- **Exercise directions**: Give again exactly the lines that run from the start of the records to the line holding "0 4.5px,transparent 0", both ends counted. Do not include the pictures.

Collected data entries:
================================

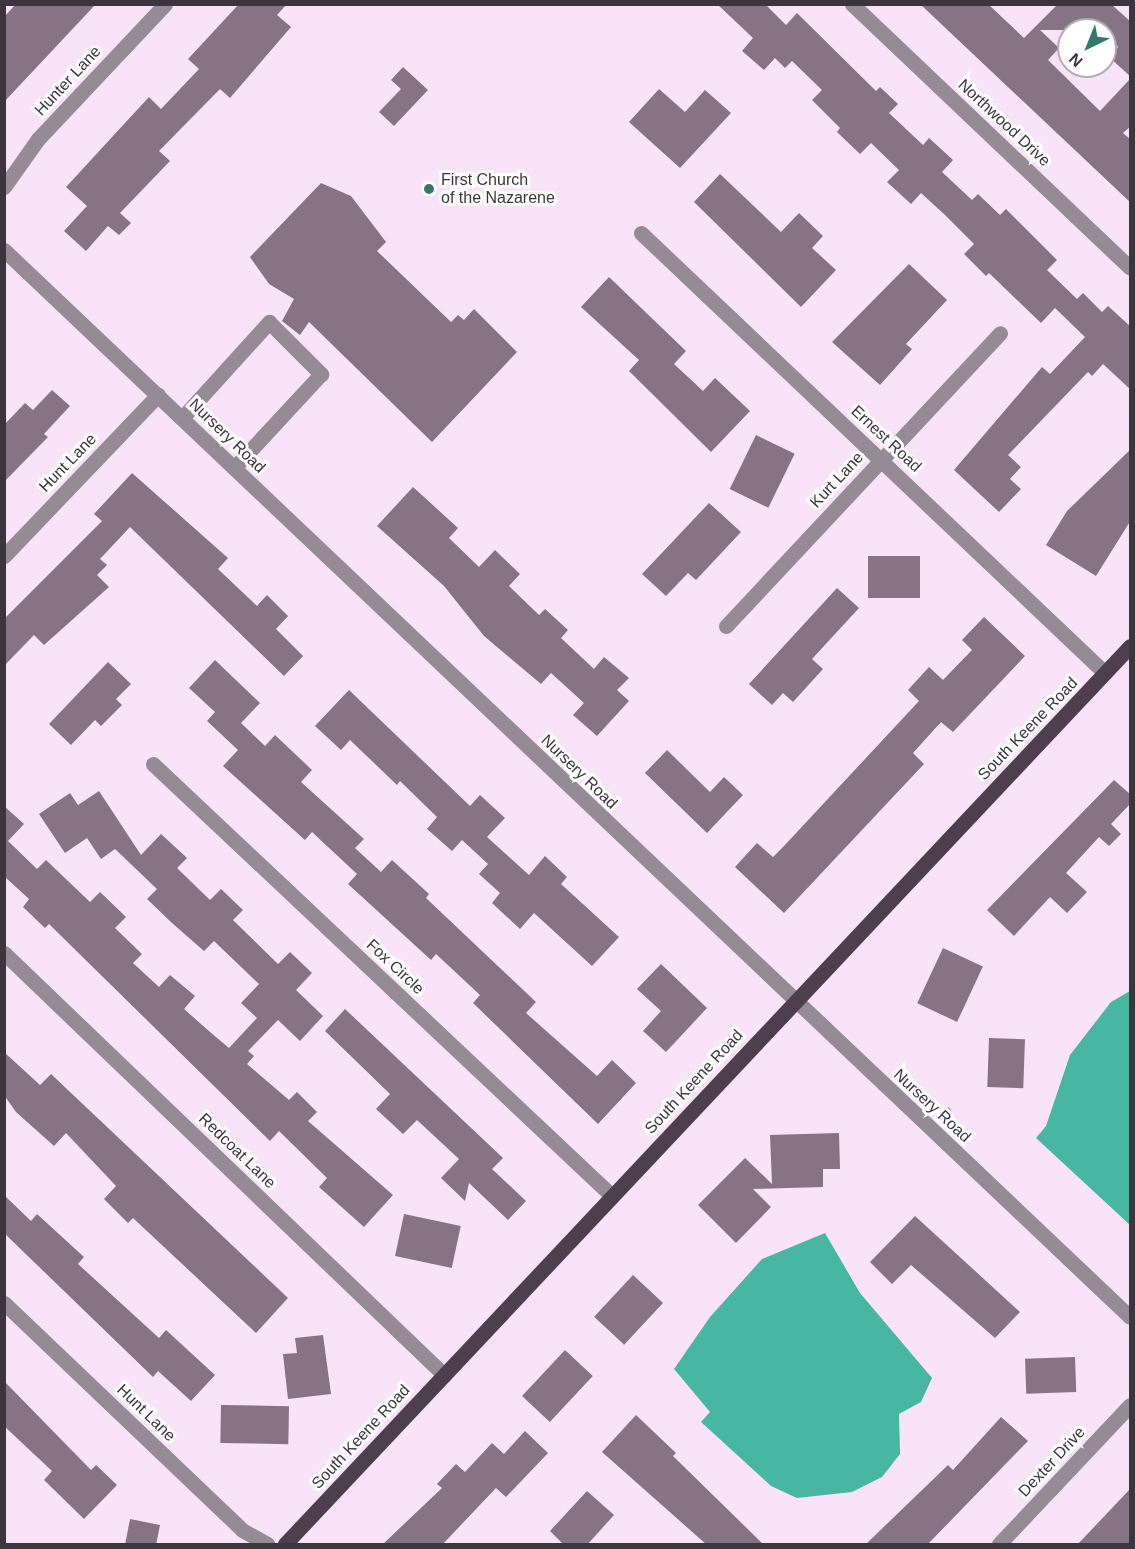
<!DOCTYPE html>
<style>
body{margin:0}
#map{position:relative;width:1135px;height:1549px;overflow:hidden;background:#f9e3f9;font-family:Arial,sans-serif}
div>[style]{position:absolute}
.water>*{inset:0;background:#48b7a2}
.building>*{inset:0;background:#867386;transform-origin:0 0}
.path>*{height:4px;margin-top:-2px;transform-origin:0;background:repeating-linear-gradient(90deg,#a595a5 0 4.5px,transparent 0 9px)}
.minor>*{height:15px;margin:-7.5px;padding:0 7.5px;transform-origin:7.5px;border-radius:7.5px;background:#948b94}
.major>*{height:15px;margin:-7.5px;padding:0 7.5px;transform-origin:7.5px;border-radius:7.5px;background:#4e3f4e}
.dots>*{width:16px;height:16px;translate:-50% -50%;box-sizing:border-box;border:3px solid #fff;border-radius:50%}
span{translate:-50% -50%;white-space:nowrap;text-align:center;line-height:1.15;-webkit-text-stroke:6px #fff;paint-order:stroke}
.street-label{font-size:16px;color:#3d353d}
.poi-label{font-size:16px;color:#3d353d}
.left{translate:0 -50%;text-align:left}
.frame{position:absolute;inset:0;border:6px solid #3d353d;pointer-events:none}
.north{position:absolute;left:1057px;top:18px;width:60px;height:60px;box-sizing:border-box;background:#fff;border:2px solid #b1aeb1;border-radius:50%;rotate:223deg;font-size:16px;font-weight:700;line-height:24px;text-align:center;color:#3d353d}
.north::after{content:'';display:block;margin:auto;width:21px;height:27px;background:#36796b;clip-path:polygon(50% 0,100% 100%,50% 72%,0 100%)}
</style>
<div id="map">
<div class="water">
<div style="clip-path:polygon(1130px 991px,1130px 1225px,1036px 1138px,1046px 1126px,1070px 1055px,1111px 1002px)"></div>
<div style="clip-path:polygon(825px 1233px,860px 1293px,932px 1378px,921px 1402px,899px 1414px,900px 1454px,882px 1477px,852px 1492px,797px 1498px,771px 1486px,701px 1422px,710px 1412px,674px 1369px,710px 1317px,762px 1259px)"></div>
</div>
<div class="building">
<div style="clip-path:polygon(16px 4px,96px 4px,4px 102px,4px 17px)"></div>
<div style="clip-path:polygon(239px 4px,287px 4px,277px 15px,291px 27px,230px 98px,220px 89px,159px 151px,170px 161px,120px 213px,131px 223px,119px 235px,108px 226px,86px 251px,64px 231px,87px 206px,66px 187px,149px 97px,161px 109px,199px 69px,188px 59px)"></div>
<div style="clip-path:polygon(717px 4px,765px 4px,786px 25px,797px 13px,876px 91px,880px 87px,898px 104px,889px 113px,923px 145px,929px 138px,953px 160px,942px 172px,972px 200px,978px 194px,1000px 215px,1006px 209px,1057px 260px,1047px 270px,1077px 299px,1083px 293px,1102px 312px,1108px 306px,1131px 327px,1131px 390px,1103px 364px,1092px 376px,1088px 372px,1008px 455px,1021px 467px,1010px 479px,1021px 489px,999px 512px,954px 470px,1042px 367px,1050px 374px,1085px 337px,1055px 308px,1041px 323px,989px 273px,986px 276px,964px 254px,974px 244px,945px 215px,921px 193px,911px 204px,887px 182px,899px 170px,871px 143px,860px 154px,837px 132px,840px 128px,812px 100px,822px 90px,792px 61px,785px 68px,775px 58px,764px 70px,742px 51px,753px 38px)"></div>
<div style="clip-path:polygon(920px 4px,988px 4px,1024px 38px,1058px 4px,1111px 4px,1131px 22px,1131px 77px,1109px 57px,1118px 47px,1105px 30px,1040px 30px,1059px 48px,1048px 60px,1100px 111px,1131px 78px,1131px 126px,1123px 133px,1131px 140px,1131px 203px)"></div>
<div style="clip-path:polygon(403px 67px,428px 90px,394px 126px,379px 112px,401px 89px,391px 80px)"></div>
<div style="clip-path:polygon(659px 89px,685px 112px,705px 90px,731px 113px,680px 168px,629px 122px)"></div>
<div style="clip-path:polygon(720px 174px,781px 232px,799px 213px,823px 236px,812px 248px,836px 270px,801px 307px,694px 202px)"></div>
<div style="clip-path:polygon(321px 183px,351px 196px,386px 242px,377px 251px,451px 322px,458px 315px,464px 320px,474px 309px,517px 352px,432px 442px,309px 322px,300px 335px,282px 321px,294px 299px,269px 284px,250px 257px)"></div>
<div style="clip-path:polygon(909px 264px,947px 300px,906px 344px,912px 349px,880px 385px,832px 342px)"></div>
<div style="clip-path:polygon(609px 277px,686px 351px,674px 364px,703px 391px,715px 378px,750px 411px,711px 452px,629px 371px,639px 360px,581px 307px)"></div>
<div style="clip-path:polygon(52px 390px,70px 406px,44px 434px,48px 437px,4px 482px,4px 425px,25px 403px,33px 410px)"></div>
<div style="left:756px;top:435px;width:43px;height:60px;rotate:26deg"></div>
<div style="clip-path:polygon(1131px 449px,1131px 520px,1096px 576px,1046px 545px,1067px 511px)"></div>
<div style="clip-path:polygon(132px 473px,228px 558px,218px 569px,257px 606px,267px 595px,288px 616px,276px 629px,303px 656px,284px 676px,130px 527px,100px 559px,107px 565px,97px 575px,109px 587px,44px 645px,34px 635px,4px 666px,4px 619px,102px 521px,94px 514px)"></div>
<div style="clip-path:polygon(413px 487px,458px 528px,449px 538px,479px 567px,495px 550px,520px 574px,509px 586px,539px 615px,545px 609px,568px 630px,561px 638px,594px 669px,604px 657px,629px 678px,617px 690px,629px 701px,597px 736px,573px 715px,584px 703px,551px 673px,541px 684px,484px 636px,444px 586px,377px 526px)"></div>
<div style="clip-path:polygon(709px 503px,741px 532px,696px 580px,688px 573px,666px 596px,642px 574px)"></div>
<div style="left:868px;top:556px;width:52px;height:42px"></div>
<div style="clip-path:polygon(837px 588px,859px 608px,812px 659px,823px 669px,793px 702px,783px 693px,772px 705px,749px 684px)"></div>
<div style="clip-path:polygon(984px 617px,1025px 656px,953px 732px,941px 722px,913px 753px,924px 764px,784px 913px,735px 867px,757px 843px,773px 857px,784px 846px,919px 701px,908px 690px,929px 667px,943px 680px,972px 650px,962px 640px)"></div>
<div style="clip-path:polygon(215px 660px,260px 703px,241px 723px,265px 746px,275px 735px,312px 770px,301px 782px,364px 839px,355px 848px,381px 872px,392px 860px,429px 894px,426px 898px,536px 1002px,526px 1013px,597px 1076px,612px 1060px,636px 1083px,598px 1124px,473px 1003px,480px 995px,436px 954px,431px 960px,348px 884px,357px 874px,312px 832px,305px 840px,223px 766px,238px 750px,207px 721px,215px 712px,189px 688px)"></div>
<div style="clip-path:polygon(108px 662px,131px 684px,116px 699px,122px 705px,101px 726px,95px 720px,71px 745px,49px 724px)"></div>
<div style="clip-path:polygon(349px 690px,470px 806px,480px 795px,505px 818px,487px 837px,529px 875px,545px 856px,567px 877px,561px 884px,619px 937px,592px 966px,534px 913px,520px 929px,492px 903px,500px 893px,479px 874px,488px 864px,462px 840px,452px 851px,427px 829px,437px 817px,400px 781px,397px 785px,350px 740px,341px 750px,315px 726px)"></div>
<div style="clip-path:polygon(667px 750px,710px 792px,724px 777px,743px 795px,707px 833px,645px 773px)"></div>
<div style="clip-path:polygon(1114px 780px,1131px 795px,1131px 803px,1111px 824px,1121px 834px,1109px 846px,1099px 837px,1066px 873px,1087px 892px,1067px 913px,1050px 897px,1014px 936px,987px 910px)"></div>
<div style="clip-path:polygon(99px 791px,141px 855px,161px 834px,187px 858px,177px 868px,210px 900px,221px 889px,243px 910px,233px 920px,278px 964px,290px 952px,312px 973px,296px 990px,323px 1016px,300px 1041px,278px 1020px,248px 1051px,254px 1056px,247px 1064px,289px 1100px,297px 1092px,317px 1112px,308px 1121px,393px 1195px,364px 1227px,319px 1187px,327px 1178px,279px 1131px,270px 1141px,49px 924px,45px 928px,23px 907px,29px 899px,4px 876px,4px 806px,24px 824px,8px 841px,37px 869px,46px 860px,90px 902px,100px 892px,126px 917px,115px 928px,142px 954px,133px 963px,159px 987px,170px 975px,195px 996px,184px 1009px,210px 1032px,229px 1048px,257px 1018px,241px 1003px,259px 984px,214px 941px,204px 951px,172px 923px,147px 899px,157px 889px,115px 849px,101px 859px,87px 838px,65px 853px,39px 814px,70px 793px,78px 805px)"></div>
<div style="left:943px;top:948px;width:44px;height:61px;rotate:25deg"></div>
<div style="clip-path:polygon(661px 964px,707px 1008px,666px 1052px,643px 1031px,661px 1011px,637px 989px)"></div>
<div style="clip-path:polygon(345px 1009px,503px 1158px,492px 1169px,526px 1201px,508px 1220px,469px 1183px,465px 1201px,441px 1178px,459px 1159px,417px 1120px,403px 1134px,376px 1109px,390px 1094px,325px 1031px)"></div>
<div style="left:989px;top:1038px;width:36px;height:49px;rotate:2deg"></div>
<div style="clip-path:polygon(4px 1052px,40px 1085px,51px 1074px,288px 1298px,256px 1333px,133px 1218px,128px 1223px,104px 1199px,116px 1186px,66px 1133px,54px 1146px,16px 1112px,4px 1095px)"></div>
<div style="clip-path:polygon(839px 1133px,840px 1169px,823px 1169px,823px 1187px,753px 1189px,771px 1207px,736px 1243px,698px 1205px,745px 1158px,772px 1184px,770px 1135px)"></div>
<div style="clip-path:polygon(4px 1195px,31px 1221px,37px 1214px,84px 1257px,78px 1264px,159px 1338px,166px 1330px,215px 1375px,191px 1401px,158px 1371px,153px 1377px,4px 1233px)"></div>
<div style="left:404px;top:1214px;width:58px;height:43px;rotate:12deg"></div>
<div style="clip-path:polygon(915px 1216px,1020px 1312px,995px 1338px,911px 1265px,892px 1284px,870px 1262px)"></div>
<div style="left:633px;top:1275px;width:41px;height:57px;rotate:43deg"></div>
<div style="clip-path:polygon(323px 1335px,331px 1394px,288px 1399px,283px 1354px,297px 1353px,295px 1338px)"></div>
<div style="left:565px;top:1350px;width:38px;height:63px;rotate:43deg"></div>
<div style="left:1075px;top:1357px;width:35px;height:50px;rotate:88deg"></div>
<div style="clip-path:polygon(4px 1381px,91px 1470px,96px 1465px,117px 1485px,84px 1519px,44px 1480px,52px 1471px,4px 1426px)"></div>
<div style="left:221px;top:1405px;width:68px;height:38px;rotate:1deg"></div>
<div style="clip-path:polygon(636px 1415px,676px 1453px,673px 1456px,764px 1545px,707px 1545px,602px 1452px)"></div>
<div style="clip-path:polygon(1001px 1417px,1028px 1441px,927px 1545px,865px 1545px,948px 1465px,953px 1470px)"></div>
<div style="clip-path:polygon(525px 1431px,548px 1453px,506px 1497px,496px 1488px,442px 1545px,382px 1545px,442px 1488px,437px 1484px,456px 1464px,465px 1472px,492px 1443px,504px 1454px)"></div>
<div style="clip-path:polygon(1131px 1488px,1131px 1545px,1077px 1545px)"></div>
<div style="clip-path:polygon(587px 1491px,614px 1515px,587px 1545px,564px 1545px,550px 1531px)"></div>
<div style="clip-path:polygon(130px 1519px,160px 1525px,156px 1545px,125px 1545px)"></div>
</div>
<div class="path">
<div style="left:942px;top:1116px;width:11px;rotate:-45deg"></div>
</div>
<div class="minor">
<div style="left:852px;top:4px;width:383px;rotate:43.5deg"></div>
<div style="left:4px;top:187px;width:59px;rotate:-54.7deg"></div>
<div style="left:38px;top:139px;width:185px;rotate:-46.7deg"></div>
<div style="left:641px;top:233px;width:639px;rotate:43.48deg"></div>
<div style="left:4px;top:250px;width:1551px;rotate:43.46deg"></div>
<div style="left:182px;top:418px;width:130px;rotate:-47.8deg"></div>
<div style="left:269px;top:322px;width:74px;rotate:45deg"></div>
<div style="left:321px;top:374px;width:128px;rotate:132.8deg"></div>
<div style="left:4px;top:556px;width:223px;rotate:-46.3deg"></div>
<div style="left:726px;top:626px;width:401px;rotate:-46.9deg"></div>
<div style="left:153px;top:764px;width:630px;rotate:43.26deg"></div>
<div style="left:4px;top:953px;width:610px;rotate:43.8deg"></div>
<div style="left:4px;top:1303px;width:329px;rotate:43.6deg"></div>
<div style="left:242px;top:1530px;width:29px;rotate:29deg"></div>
<div style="left:999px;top:1544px;width:191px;rotate:-46.7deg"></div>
</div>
<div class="major">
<div style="left:285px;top:1544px;width:1233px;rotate:-46.74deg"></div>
</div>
<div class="dots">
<div style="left:429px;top:189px;background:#36796b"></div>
</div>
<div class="street-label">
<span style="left:68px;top:81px;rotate:-47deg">Hunter Lane</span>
<span style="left:1004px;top:123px;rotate:43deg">Northwood Drive</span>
<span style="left:227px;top:436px;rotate:44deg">Nursery Road</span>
<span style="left:886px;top:439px;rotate:43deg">Ernest Road</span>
<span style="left:68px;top:463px;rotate:-46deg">Hunt Lane</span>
<span style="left:837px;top:480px;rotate:-47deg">Kurt Lane</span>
<span style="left:1028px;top:729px;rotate:-46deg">South Keene Road</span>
<span style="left:579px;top:772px;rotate:44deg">Nursery Road</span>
<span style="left:395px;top:967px;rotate:43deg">Fox Circle</span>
<span style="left:694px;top:1082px;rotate:-47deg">South Keene Road</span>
<span style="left:932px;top:1106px;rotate:43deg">Nursery Road</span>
<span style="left:237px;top:1151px;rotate:44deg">Redcoat Lane</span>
<span style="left:146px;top:1413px;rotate:44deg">Hunt Lane</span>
<span style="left:361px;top:1437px;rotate:-47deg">South Keene Road</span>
<span style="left:1052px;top:1462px;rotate:-47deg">Dexter Drive</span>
</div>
<div class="poi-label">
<span class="left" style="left:441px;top:189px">First Church<br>of the Nazarene</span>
</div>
<div class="frame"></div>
<div class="north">N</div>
</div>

================================

- **Exercise result**:
<!DOCTYPE html>
<style>
body{margin:0}
#map{position:relative;width:1135px;height:1549px;overflow:hidden;background:#f9e3f9;font-family:Arial,sans-serif}
div>[style]{position:absolute}
.water>*{inset:0;background:#48b7a2}
.building>*{inset:0;background:#867386;transform-origin:0 0}
.path>*{height:4px;margin-top:-2px;transform-origin:0;background:repeating-linear-gradient(90deg,#a595a5 0 4.5px,transparent 0 9px)}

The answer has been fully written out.